Why can't you just keep track of it and close it when libssh2 is done with it?

Sorry, I think that's no good. It doesn't make sense to replicate state that is already neccessary for libssh2 to keep.

State? It's not much of a state, it's a socket the app opened so I don't see why it wouldn't expect to close it.

libssh2 design isn't perfect, but I think it's important not to tend to encourage leaking resources.

I cannot see how this encourages anything like that.

Is it really wrong for disconnect to close()? Why? If this was in fact a successful SSH connection, the socket can not be reused at this point anyway.

Yes it is wrong, and here's my primary motivations why:

1 - we can't change behavior now without breaking ABI and I will not break ABI
    easily, period. The only acceptable way to introduce it now is by adding
    something new to the API that makes libssh2 act like this.
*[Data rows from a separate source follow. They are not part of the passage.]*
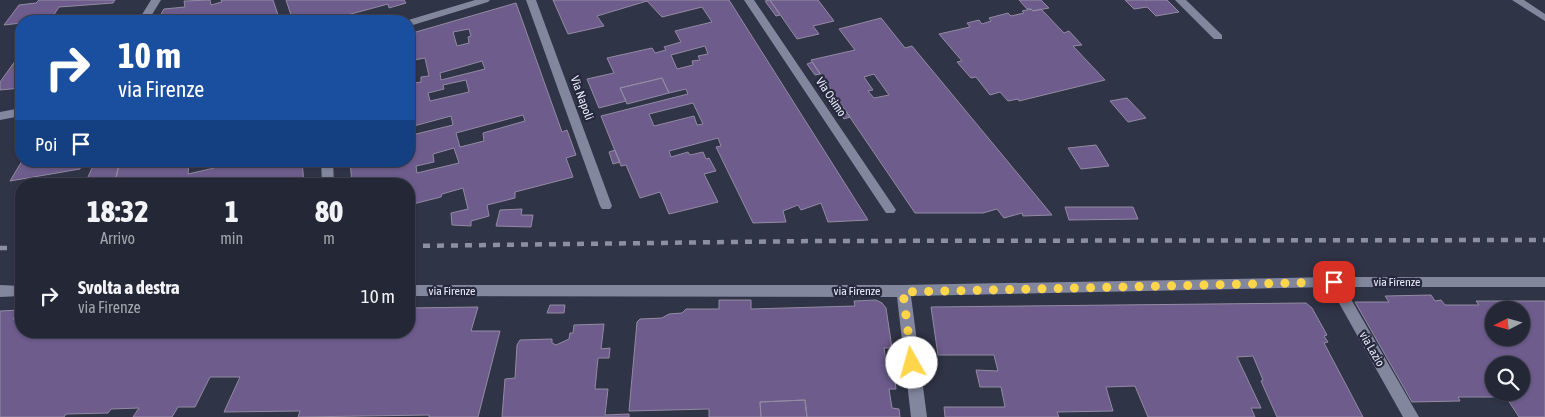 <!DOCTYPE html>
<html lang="it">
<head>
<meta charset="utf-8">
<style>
  body { margin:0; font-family:"Asap Condensed",sans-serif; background:#303341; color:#f1f3f6; height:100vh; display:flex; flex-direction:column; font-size:19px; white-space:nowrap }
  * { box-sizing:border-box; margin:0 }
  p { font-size:16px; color:#a3a5ad }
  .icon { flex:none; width:28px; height:28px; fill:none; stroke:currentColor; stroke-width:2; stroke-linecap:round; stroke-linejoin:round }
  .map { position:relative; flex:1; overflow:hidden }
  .details { position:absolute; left:15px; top:178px; width:400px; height:160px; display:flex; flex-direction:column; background:#242735; border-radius:20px; box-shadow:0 1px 4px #0004,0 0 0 1px #414450 }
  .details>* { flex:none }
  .banner { position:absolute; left:15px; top:15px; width:400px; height:152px; border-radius:20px; box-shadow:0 1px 4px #0004,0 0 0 1px #414450; background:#1a4fa0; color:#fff; overflow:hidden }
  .needle { width:32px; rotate:264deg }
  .controls { position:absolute; left:1485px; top:301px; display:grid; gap:10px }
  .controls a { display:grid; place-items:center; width:45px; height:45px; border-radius:50%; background:#242735; box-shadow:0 1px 4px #0004,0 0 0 1px #414450; font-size:25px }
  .pin { position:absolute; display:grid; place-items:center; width:42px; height:42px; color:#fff; margin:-21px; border-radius:10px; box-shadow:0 2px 8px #0006 }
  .me { position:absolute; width:55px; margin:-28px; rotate:353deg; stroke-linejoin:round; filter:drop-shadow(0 0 4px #0008) }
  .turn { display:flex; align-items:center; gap:18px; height:105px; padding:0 20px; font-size:22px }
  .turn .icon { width:65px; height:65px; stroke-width:2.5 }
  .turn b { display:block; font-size:35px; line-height:42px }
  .then { display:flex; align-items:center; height:48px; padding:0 20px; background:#0003; gap:10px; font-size:19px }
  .eta { display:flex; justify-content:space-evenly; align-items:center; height:85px; text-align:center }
  .eta b { font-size:30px; font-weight:800; line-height:35px }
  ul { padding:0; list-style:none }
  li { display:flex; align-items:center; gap:15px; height:65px; padding:0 20px }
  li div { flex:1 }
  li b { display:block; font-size:19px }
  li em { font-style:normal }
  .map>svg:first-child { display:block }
  .building { fill:#6d5c8c; stroke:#938ba3; fill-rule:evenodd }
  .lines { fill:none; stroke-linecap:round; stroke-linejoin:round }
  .street { fill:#82879e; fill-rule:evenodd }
  .rail { stroke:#8c8f9f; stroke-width:4.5; stroke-dasharray:7 7; stroke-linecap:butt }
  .route { stroke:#ffd54a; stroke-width:9; stroke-dasharray:0 16.2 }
  .labels { text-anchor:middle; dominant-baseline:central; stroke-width:4.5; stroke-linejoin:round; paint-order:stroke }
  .street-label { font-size:12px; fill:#e9ebf8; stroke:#26293d }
</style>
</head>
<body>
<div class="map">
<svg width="1545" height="417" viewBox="0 0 1545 417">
  <rect width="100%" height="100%" fill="#303447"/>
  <path class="building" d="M39,0H115L113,3L59,7L51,19L71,16L68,21H21V23L4,25L19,5L36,3Z
    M210,0L211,5L222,2L221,0H273L280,21H157L164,9L185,7L184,1Z
    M286,0H404L406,3L389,8L388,4L325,21H293Z
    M553,0H729L868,220L828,222L821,203L801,210L798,205L783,211L786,222L753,223L716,147L721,146L718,138L669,151L671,157L688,152L690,155L703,152L706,159L709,158L716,171L704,174L718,202L669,214L660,192L640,198L626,165L621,166L601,116L688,94L686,89L669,93L662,78L620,88L626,101L599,108L587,79L614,73L607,58L652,48L655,53L666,50L664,47L681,42L675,31L712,22L702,7L662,17L647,1L597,16L604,26L568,34ZM705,46L708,54L698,56L700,60L692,61L693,65L677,69L671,55ZM693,103L703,124L697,125L694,116L654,126L649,114Z
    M770,0L780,15L776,16L765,1Z
    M770,0H818L834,21L813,26L819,34L797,39Z
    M1019,0H1041L1049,8L1033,11L1031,9H1027Z
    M1125,0H1167L1179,12L1156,16L1147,7L1134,9Z
    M516,3L562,132L567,130L576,155L566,158L573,177L515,192V198L487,205L489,216L471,221V226L452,225L451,213L468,209L463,188L442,194L441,197L409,205V184H352L350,161H409V77L410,84L421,82V77L429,76L425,58L409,61V34ZM469,29L471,36L468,37L469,43L457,46L453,32ZM482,61L485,69L441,80L440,73ZM466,80L469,92L430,101L428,93L444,89L443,85ZM523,115L525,121L483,133L484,141L460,147L456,133ZM451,116L453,125L412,135L410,127ZM454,148L459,163L417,173L416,166L434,162L433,154Z
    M1031,9L1033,11L1041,9L1064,33L1069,31L1082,45L1073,46L1105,80L1019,101L1018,99L1008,101L1000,92L990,95L976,77L971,78L957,62L962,61L939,34L970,27L967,23L979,20L982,24L991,21L989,18L1008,13L1011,16L1024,13L1022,11Z
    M881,18L905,48L912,46L1052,215L1023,216L1022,213L1004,218L997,209L983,213H915L811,60L855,50L839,29ZM874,74L889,95L874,98L868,91L873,90L864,77Z
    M21,53V88L0,90V82Z
    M812,62L820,74L815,75L807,64Z
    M662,78L669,93L627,104L620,88Z
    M830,89L850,117L844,119L825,91Z
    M1127,98L1146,118L1128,122L1110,101Z
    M1096,145L1109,166L1081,169L1068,148Z
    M615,150L620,162L613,164L609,152Z
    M22,161H83L80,169L10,181Z
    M95,161H120L116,179L85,184Z
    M120,161H195L189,163L188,174L214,168V161H302L304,184H153L154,180L134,184H114Z
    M1065,207H1133L1138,219L1069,220Z
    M522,209L521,215H533L531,227L496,226L500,210Z
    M1431,295L1435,301L1441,300L1445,305H1479L1476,301H1545V417H1519L1506,397H1458L1460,401L1412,402L1355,302H1389L1385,296ZM1494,310H1521V338H1494ZM1494,365H1521V392H1494Z
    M719,300H751V309L855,306L854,301L876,300L882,303L886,308L892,348H884L886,362H893L896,389H889L892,408L899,409L900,417H807L805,400L760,402L761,417H709V409L629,411L637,322L640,319L662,318L669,314L682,313L686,309H719Z
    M1306,303L1312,308L1327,335L1324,336L1328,342L1324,343L1363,417H1277L1261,381L1263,380L1253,356L1237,357L1261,408H1251L1255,417H1148L1135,386L1106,387L1113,411L1057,412L1059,417H945L944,407H1005L1001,387H980L976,370L998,371L994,355H938L931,307Z
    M550,305H565L564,313H547Z
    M478,307L471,331H500L478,417H429V415L298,417L300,411L224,412L240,377H210L195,407H178L172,417H133L139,408L111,409L108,413L66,414L64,417H0V311L19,310L13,319H21V331H409V308Z
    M604,324L601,349L610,348L609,358H598L595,389H608L605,415L629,414V417H502L505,379L515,378L517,345L520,340L552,339V343L556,345L569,339L570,333H573L574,325Z
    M805,400L807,417H761L760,402Z"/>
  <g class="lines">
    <path class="street" d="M151,0H161L148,21H138Z
      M475,0H490L488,2L413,25L409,26V21H405Z
      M526,0H536L612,206L610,209H602L600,206Z
      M744,0H754L894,207L896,210L894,213H886Z
      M1175,0H1186L1222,35V39H1214Z
      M1512,0H1524L1545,14V21Z
      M21,108V116L0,120V112Z
      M321,161H333L334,184H322Z
      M1334,277H1545V287H1344L1419,417H1403L1330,287L911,296L927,417H911L897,297L409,296V285H903Z
      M0,285L21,286V296L0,297Z"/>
    <path class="rail" d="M409,246L813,241L1545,240
      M0,248H21"/>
  </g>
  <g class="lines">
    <path class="route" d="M912,363L903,292L1334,282"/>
  </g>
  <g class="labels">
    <g class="street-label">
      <text transform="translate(831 97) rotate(56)">Via Osimo</text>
      <text transform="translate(582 98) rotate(70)">Via Napoli</text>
      <text x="1397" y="282">via Firenze</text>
      <text x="452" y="291">via Firenze</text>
      <text x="857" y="291">via Firenze</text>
      <text transform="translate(1372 349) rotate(60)">via Lazio</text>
    </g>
  </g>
</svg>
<div class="controls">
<a><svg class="needle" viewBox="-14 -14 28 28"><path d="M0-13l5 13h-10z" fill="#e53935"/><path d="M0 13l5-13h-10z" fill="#a3a5ad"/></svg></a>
<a><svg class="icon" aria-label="search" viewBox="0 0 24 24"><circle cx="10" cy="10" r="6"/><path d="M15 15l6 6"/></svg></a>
</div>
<div class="pin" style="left:1334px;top:282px;background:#d93025"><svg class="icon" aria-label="arrive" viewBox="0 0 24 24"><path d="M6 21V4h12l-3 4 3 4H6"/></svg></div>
<svg class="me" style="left:912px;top:363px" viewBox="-20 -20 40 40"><circle r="19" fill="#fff"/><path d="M0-13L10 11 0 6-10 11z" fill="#ffd54a"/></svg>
<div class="banner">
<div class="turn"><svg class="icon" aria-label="right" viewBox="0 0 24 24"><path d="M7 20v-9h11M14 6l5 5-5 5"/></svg><div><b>10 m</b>via Firenze</div></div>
<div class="then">Poi<svg class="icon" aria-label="arrive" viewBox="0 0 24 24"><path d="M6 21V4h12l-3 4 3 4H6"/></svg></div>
</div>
<section class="details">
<div class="eta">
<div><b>18:32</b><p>Arrivo</p></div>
<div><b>1</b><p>min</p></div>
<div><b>80</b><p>m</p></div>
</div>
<ul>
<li><svg class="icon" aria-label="right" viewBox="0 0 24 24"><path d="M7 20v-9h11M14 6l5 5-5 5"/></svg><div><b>Svolta a destra</b><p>via Firenze</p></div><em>10 m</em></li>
</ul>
</section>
</div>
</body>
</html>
2 - I argue that when the app open the socket, the app should expect to also
    close it (at the least as default behavior). Another behvior would be
    unexpected and a layering problem.

3 - this kind of API (you pass a socket to the library) is also provided by
    other libraries and such other libraries usually don't close the socket
    either (OpenSSL, GnuTLS, NSS, ...)

4 - I don't see why a socket (in theory) couldn't be re-used for whatever
    purpose after a SSH session is successfully finished. It's not libssh2's
    job to make that decision.

Can libssh2 automatically detect when the socket could be reused, if ever?

How could it? It's been told to shut down a SSH session and so it does. How can it make any broader decisions or assumptions on what that socket/connection can or cannot be used for after the SSH session is terminated?